Eric decides to buy an advertisement spot in Variety, but he makes a poor impression as he only represents Vince. Awaiting to finally get to meet Peter Jackson for a project, he asks Shauna (Debi Mazar) to help him schedule an interview with a Variety reporter. However, Eric's interview goes poorly, and the article highlights him as a product of nepotism unable to get past Vince's shadow. To help him, the boys decide to get Eric a better office with his new desk, where they will be closer. Eric is then called by Jackson, who wants to work with him on his new project.

==Production==
===Development===
The episode was written by Ally Musika, and directed by Julian Farino.
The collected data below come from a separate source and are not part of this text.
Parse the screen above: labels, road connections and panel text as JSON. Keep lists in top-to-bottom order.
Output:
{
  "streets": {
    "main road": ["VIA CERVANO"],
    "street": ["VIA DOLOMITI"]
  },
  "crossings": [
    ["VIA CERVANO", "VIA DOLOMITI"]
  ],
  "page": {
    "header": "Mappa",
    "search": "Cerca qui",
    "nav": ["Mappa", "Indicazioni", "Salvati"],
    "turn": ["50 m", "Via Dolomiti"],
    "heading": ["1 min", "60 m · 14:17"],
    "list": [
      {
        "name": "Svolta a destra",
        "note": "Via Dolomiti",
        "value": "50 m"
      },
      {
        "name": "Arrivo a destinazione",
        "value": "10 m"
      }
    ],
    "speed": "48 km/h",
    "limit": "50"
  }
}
This was Musika's second writing credit, and Farino's 21st directing credit.

==Reception==
===Viewers===
In its original American broadcast, "Gary's Desk" was seen by an estimated 2.61 million household viewers with a 1.5 in the 18–49 demographics. This means that 1.5 percent of all households with televisions watched the episode. This was a slight increase in viewership from the previous episode, which was watched by an estimated 2.50 million household viewers with a 1.4/4 in the 18–49 demographics.

===Critical reviews===
"Gary's Desk" received generally positive reviews from critics. Ahsan Haque of IGN gave the episode a "great" 8 out of 10 and wrote, "For the second week in a row, we are given a break from the ongoing Medellin saga. While it felt like a refreshing change of pace in the previous episode, this time around it would have been nice to have some reminder of how the storyline with Walsh and the film is progressing."

Alan Sepinwall wrote, "Self-contained Ari subplots don't work, even one that's more work-related than the stuff with his kids' private school, Gary Busey was funnier the last time he was on, and once again there's a lot of hand-wringing about the Variety story and everything works out fine in the end. Meh. M-E-H, meh." Adam Sternbergh of Vulture wrote, "As long as Ari's the main wheel that's spinning, the show's going to be watchable. But Entourage has the curious aura of a series that's both at the apex of its acclaim and that's run plum out of ideas." Trish Wethman of TV Guide wrote, "This season has been a real roller-coaster ride in terms of quality, but tonight's episode was most definitely a high point in my book."

Paul Katz of Entertainment Weekly wrote, "Ah, the best-laid plans. Tonight's episode, Gary's Desk, focused on the fact that no matter how well plans are made, other people will always screw them up." Jonathan Toomey of TV Squad wrote, "If Drama agrees, Vince can buy the antique Robert DeNiro desk from Gary. Then Eric can have a normal office. Ridiculous... I know, but watching Busey fling sky-blue paint all over Johnny's face was probably the funniest part of the episode."

Julian Farino submitted this episode for consideration for Outstanding Directing for a Comedy Series at the 60th Primetime Emmy Awards.